Самолет леди Сары Уайдмен приземлился в аэропорту Хитроу в два часа ночи. Сонный таможенник, зевая, оглядел ее десять мест багажа и махнул рукой на выход.
Пока Джейкоб Александер приветствовал ее поцелуем в щеку, Морган, шофер, помогал носильщику уложить багаж.
— Джейкоб, тебе не стоило являться в такую рань.
— Как прошел полет?
— Как обычно.
«Бентли» снялся с места, указывая путь такси, в котором разместилась часть багажа. Миновав туннель и развязку дорог, они двинулись к Лондону.
— Как дела?
— Ну, первый раунд, конечно, за сэром Робертом. Удачно ли ты съездила?
— Да. Что-нибудь есть о Соботнике?
— Ни малейших следов. Арони пока ничем не может нас обнадежить.
— Тогда Эйбу просто придется согласиться на то, чтобы Питер ван Дамм дал показания.
— Мы не можем побуждать Абрахама к этому. Я приехал еще вечером, чтобы успеть встретить тебя и поделиться своим беспокойством, Сара. Меня волнует Марк Тесслар. Мы поехали в Оксфорд чтобы получить от него новое заявление, и там выяснилось, что он очень больной человек. Он только недавно оправился от серьезного инфаркта. Во всяком случае, мы не сбрасываем со счетов этого типа Лотаки, который делал операции вместе с Кельно. Он живет в Люблине и работает хирургом в больнице. Теперь Лотаки стал правоверным коммунистом, который и шагу не сделает без разрешения. Мы исходим из предположения, что, если он поможет нам в Лондоне, это повысит его статус в Польше. Так что, исходя из этого, он может и согласиться дать показания. С другой стороны, он может решить свидетельствовать в пользу Кельно, что будет для него наилучшим выходом, если он боится обвинений в свой адрес. Мы учитываем такую опасность, но нам необходимо предпринять какие-то решительные действия.

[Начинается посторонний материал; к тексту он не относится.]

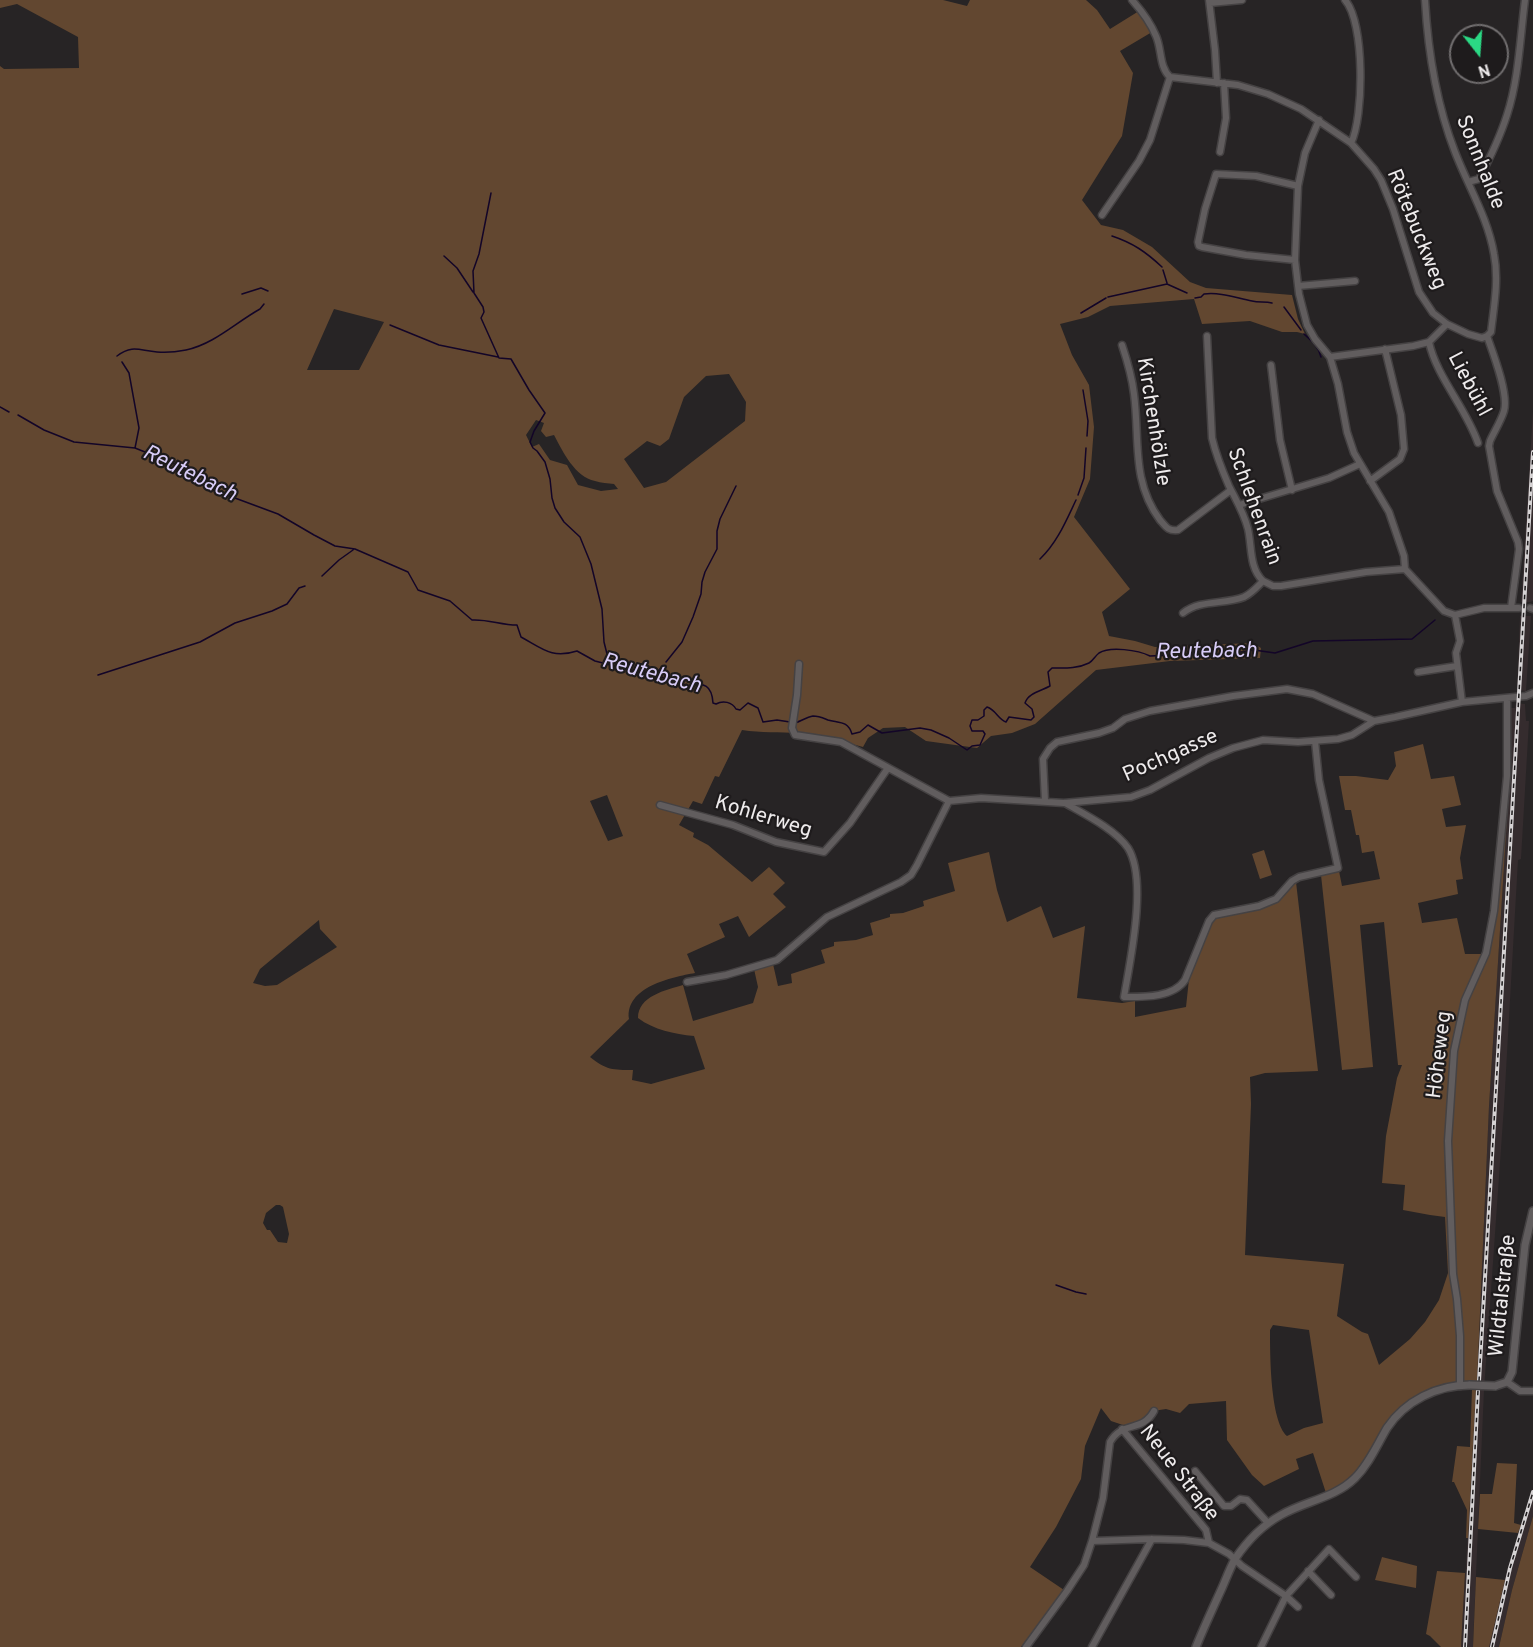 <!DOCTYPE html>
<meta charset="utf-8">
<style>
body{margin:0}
#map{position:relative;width:1533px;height:1647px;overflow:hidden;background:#272425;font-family:Overpass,sans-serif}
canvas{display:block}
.north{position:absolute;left:1449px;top:24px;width:60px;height:60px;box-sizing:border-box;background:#1e1b1c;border:2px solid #716e6f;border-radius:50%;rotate:163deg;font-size:16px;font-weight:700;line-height:24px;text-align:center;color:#eeebec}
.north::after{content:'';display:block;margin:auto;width:21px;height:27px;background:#2bd884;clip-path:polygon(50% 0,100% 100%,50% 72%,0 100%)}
</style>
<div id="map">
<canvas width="1533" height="1647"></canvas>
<div class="north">N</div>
</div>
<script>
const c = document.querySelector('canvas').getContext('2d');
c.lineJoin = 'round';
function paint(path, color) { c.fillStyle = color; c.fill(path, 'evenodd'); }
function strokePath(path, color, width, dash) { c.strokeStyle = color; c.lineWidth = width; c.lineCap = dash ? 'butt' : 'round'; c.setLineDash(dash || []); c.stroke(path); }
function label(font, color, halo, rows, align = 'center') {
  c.font = font + ' Overpass,sans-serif'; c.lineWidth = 4.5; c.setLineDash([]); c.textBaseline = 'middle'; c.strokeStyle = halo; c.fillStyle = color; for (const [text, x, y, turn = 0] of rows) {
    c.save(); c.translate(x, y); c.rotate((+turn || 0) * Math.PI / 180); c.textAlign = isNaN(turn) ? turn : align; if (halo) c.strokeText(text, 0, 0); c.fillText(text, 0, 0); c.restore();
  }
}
paint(new Path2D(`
 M1533,411V601L1530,602H1521Z
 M1520,616H1531L1526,691L1517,690Z
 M1516,703L1525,704L1526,721H1529L1521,859L1518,860L1504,1106L1484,1390L1473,1644L1498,1606L1508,1567L1533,1488V1516L1512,1590L1499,1647H1461L1477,1382L1489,1106L1507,818L1506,802L1510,708H1515Z`), '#352c2e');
paint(new Path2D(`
 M0,0H943L967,6L970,0H1086L1097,10L1110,29L1139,11L1152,32L1120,51L1133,73L1122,136L1082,200L1101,225L1123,230L1152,247L1190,282L1206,288L1292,295L1298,319L1305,334L1297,332H1282L1250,321L1202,324L1194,299L1110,306L1088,317L1060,324L1072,355L1089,385L1094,427L1090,479L1074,517L1130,589L1102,612L1109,636L1135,641L1155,647L1253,643L1261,648L1260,658L1170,661L1096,670L1035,724L1012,733L991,736L977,748L926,741L905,727L883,728L868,738L863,747C842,741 820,736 798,733C780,732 761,733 742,730L719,777L715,776L702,804L693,801L679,825L694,833L693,837L708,845L752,882L769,867L785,883L773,894L786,907L749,937L738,916L719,924L725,937L687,954L695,973C672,977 625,987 629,1019L590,1057C606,1070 613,1070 633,1070L632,1080L651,1084L705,1069L694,1036C674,1034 654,1030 638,1018C638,996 666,990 683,985L693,1021L753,1003L758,987L754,969L773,964L778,986L792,983L791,974L825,963L821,950L834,946V942L856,940L873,935L870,923L890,917V914L903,913L924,906L923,901L955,891L948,863L989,852L997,890L1007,922L1041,906L1053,938L1085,926L1077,998L1122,1003L1135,1001V1017L1186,1007L1189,979L1214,918L1260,909L1278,902L1296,882L1318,1071L1265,1073L1250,1077L1251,1104L1245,1255L1344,1264L1337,1316L1362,1332L1368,1334L1379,1365L1410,1339L1425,1322L1439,1300L1448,1273L1445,1217L1430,1215L1403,1210L1405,1185L1382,1183L1386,1136L1397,1078L1402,1065H1398L1384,922L1360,925L1373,1067L1342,1070L1321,875L1339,871L1342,886L1380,879L1374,851L1362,853L1359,835H1356L1351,810H1345L1339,776H1356L1388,780L1396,766L1394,752L1423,744L1431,779L1454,776L1461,805L1442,809L1446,827L1466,825L1460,858L1463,879L1456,880L1458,894L1418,903L1422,923L1457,918L1465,954H1488L1507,818L1489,1106L1477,1382H1470L1469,1389C1444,1389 1414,1401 1397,1421C1384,1437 1375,1457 1364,1474L1356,1471L1343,1483L1326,1493L1313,1453L1296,1459L1299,1469L1264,1486L1252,1475L1227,1440L1226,1401L1189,1404L1180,1413L1166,1409L1153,1411L1138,1424L1123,1425L1111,1421L1101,1408L1085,1446L1081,1479L1056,1527L1030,1567L1064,1590L1021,1647H0V66L4,69L79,68L78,37L17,4L0,8ZM334,309L384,322L359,370H307ZM729,374L746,402L745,421L666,482L644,488L624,459L647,441L660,446L669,439L684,397L706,376ZM536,420L544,423L541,431L546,437L554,435C563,452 575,477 595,481C601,483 608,483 614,484L618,489L601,491L578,485L567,465L550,460L539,444L532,447L526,435ZM607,795L623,836L608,841L590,801ZM319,920L320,929L337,947L277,985L265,986L253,983L260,969ZM276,1205H280L283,1207L289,1234L287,1243L278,1242L270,1230H267L263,1223L266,1213ZM1273,1325L1309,1330L1323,1423L1304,1428L1287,1436C1270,1421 1270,1353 1270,1330Z
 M1264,850L1272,875L1260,879L1252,854Z
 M1472,1389H1476L1468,1538H1466L1467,1510L1454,1482H1452L1457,1446L1470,1447Z
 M1497,1463L1517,1464L1514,1523L1521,1525L1518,1533L1478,1529L1480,1494H1492Z
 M1533,1516V1647H1499L1512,1590Z
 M1382,1557L1417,1566L1416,1588L1375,1580Z
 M1437,1571L1465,1573L1461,1647H1441L1430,1636L1426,1634Z
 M1476,1577L1505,1580L1489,1647H1473Z`), '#624730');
strokePath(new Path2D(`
 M491,193L479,254L473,271L474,293L483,307L484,312L481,318L499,358L511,359L529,390L545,413L534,431L530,442L533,448L537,451L545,462L550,479L552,498L555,508L564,522L580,537L591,564L602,609L604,642L607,654V663
 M1112,236C1133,243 1146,252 1162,267
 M444,256L457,268L473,292
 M1163,270L1167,283
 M242,294L261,288L268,291
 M1108,297L1167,284L1187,293
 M1195,298L1201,297L1204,294C1221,292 1236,298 1252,301C1259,303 1265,301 1272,303
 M1284,307L1301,330
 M1081,313L1106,298
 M390,325L439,345L498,357
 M1304,334C1312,341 1318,346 1321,357
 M117,356C133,344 140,351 157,352C167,353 176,352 186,350C214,344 235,323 260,309L264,304
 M122,362L129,373L139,428L135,448
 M1083,390L1088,421L1087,436
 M0,407L9,412
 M18,415L44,430L74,442L135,448L175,464L208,488L278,514L314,535L335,546L355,549L408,572L418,590L450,601L472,620C488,619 501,625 517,625L521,637C543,649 552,659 577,651L595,661L630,670L648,673L653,676L673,679L689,687C704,681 712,686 713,703L716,704C723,700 732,702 736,709L740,710L748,703L758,708L763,722L777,720L790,722
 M1078,495L1084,478L1086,448
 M1040,559C1057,543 1066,521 1076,500
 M322,576L339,560L353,550
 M666,662L682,642L693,617L701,594L702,582L705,572L717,549V531L720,519L736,486
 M98,675L200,642L235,623L272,611L287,604L299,588L305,586
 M654,675L662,667
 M795,723C801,721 807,717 813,716C819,716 823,718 828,720C840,723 848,721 852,734L860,732L868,725L882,733L920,728L931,730L949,738L967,750L972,746L980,745L985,734L983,731H972L970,726L972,720H978L984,716V710L987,707C996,710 998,719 1006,722L1009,717L1031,720L1034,717L1032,709L1025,703C1028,693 1041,691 1050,686L1048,672L1052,668C1064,668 1077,669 1089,663C1093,661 1095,656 1099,653C1110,646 1138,650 1150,656L1197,654L1209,657L1254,650L1275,653L1313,641L1412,639L1435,620
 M1056,1285L1076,1292L1086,1294`), '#130528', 1.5);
const minor = new Path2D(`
 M1132,0C1141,10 1151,24 1156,36C1162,49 1159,67 1170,77
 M1209,0L1215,50L1217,83
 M1345,0C1365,22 1364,117 1351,143
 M1425,0C1428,52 1436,103 1455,152C1468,186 1488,218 1494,254C1499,280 1494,306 1491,332L1487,336
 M1210,3L1242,0
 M1170,77L1238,85L1268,94L1301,109L1351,143L1374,169L1381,180L1393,209L1419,292L1433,313L1447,324L1468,334L1482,338L1487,336
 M1319,120L1305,153L1298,186L1295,260L1299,294L1307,325L1315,339L1330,357L1338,384L1347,432L1354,453L1389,512L1404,556L1405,569
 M1220,152L1226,118L1224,83
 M1468,182L1479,179C1490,158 1500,137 1507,115C1519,78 1520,38 1525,0
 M1102,215L1139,161L1150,140L1170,77
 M1295,260L1246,255L1202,247L1199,246L1198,242L1205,209L1216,174L1256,176L1298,186
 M1298,286L1355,281
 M1207,336L1212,438C1216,455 1222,470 1229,486C1236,500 1244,513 1248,529C1252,546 1249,568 1263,581
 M1487,336C1493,353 1509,394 1504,411C1501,421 1494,432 1490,441L1489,446L1497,491L1518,542L1519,549L1511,608
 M1429,342C1436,376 1466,408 1478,443
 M1122,345C1127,360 1132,377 1134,394C1140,439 1131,481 1160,520C1166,527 1168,531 1178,530L1231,490
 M1330,357L1413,346L1429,342L1447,324
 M1271,365L1280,440L1292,490
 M1370,481L1400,459L1404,449L1401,415L1385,349
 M1239,505L1329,478L1360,464
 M1405,569L1444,611L1455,615L1484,608H1519
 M1530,608L1533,609
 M1183,613C1201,599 1224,605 1244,597C1252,593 1257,587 1263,581L1273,586H1281L1366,572L1405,569
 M1455,615L1460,641L1456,653L1462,702
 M799,664L797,695L792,728L795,735L841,742L949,801L981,798L1064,803L1131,797L1150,790L1209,758L1233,748L1263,740L1298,742L1338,739L1352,735L1374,721L1395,717L1462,702L1526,696L1533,693
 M1418,672L1457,666
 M1045,801L1043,759L1050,748L1057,742L1099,733L1113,728L1125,719L1150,711L1233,696L1287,689L1313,694L1374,721
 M1065,803C1084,814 1115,829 1128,848C1148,880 1130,961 1124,997C1143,997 1173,998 1185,980L1209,921L1214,915L1259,906L1271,901L1276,899L1292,881L1299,877L1338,868L1319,780L1315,741
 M660,805L733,825L776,842L824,852L850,823L888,768
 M687,982L726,975L777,960L827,917L901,882L911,875L917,865L949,801
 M1507,1382L1520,1391H1533
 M1460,1386V1336L1457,1299L1453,1274L1448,1141L1454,1051L1465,1000L1486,953L1494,911L1507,776V698
 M1122,1429L1206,1530L1209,1543
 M1195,1471L1224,1506H1231L1240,1499L1247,1500L1268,1523
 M1092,1541L1152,1539L1184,1540L1209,1543L1229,1554L1242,1566L1286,1596L1261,1647
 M1308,1571L1331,1595
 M1298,1607L1286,1596L1329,1549L1356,1577
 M1026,1647L1067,1591L1084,1565L1092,1541L1103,1498L1110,1442C1123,1420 1142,1433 1154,1411
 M1092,1647L1152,1539`);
const tertiary = new Path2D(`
 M1495,1386L1507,1382L1512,1372L1525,1245L1533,1211
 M1196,1647C1204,1627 1213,1608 1222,1588C1226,1579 1230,1568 1235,1559C1247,1541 1263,1525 1281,1515C1305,1501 1335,1498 1355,1478C1369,1464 1377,1445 1387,1428C1405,1401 1437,1385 1470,1385`);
strokePath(minor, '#454243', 9);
strokePath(tertiary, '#454243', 10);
strokePath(minor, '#615d5e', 6);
strokePath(tertiary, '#615d5e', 7);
const rail = new Path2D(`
 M1479,1381L1533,452
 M1465,1647L1478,1390
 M1492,1647L1510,1568L1533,1492`);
strokePath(rail, '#d6d3d4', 4);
strokePath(rail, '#1e1b1c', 1.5, [4.5]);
const tertiaryBridge = new Path2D(`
 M1470,1385L1495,1386`);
strokePath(tertiaryBridge, '#454243', 10, []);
strokePath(tertiaryBridge, '#615d5e', 7);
label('21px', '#eeebec', '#1e1b1c', [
 ["Sonnhalde",1479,163,68],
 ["Rötebuckweg",1415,230,68],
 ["Liebühl",1468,385,62],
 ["Kirchenhölzle",1152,422,81],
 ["Schlehenrain",1253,507,70],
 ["Pochgasse",1171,757,-24],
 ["Kohlerweg",763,818,17],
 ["Höheweg",1441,1055,-83],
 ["Wildtalstraße",1504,1296,-84],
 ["Neue Straße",1178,1474,52]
]);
label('italic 22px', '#d8ccf7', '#1e1b1c', [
 ["Reutebach",189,475,26],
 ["Reutebach",1206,653,-1],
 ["Reutebach",651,675,15]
]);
</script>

Оказавшись в Лондоне, они направились к Беркли-сквер.
— Джейкоб, я не в том состоянии, чтобы завтра показываться в суде. Будь добр и сообщи Эйбу, что я позвоню ему после заседания.
— Сара.
— Да.
— Почему ты не позволяешь мне сказать ему о тех деньгах, которые дала на этот процесс?
— Нет. Видишь ли, он и так столько взял на себя. Я хотела бы, чтобы у него создалось впечатление, что по всему свету у него есть неизвестные друзья.
4
— Прежде чем я продолжу, милорд, сэр Адам желал бы обратиться к суду с заявлением.
— Я хотел бы, милорд, принести извинения за свою вчерашнюю вспышку, — смущаясь, сказал Адам.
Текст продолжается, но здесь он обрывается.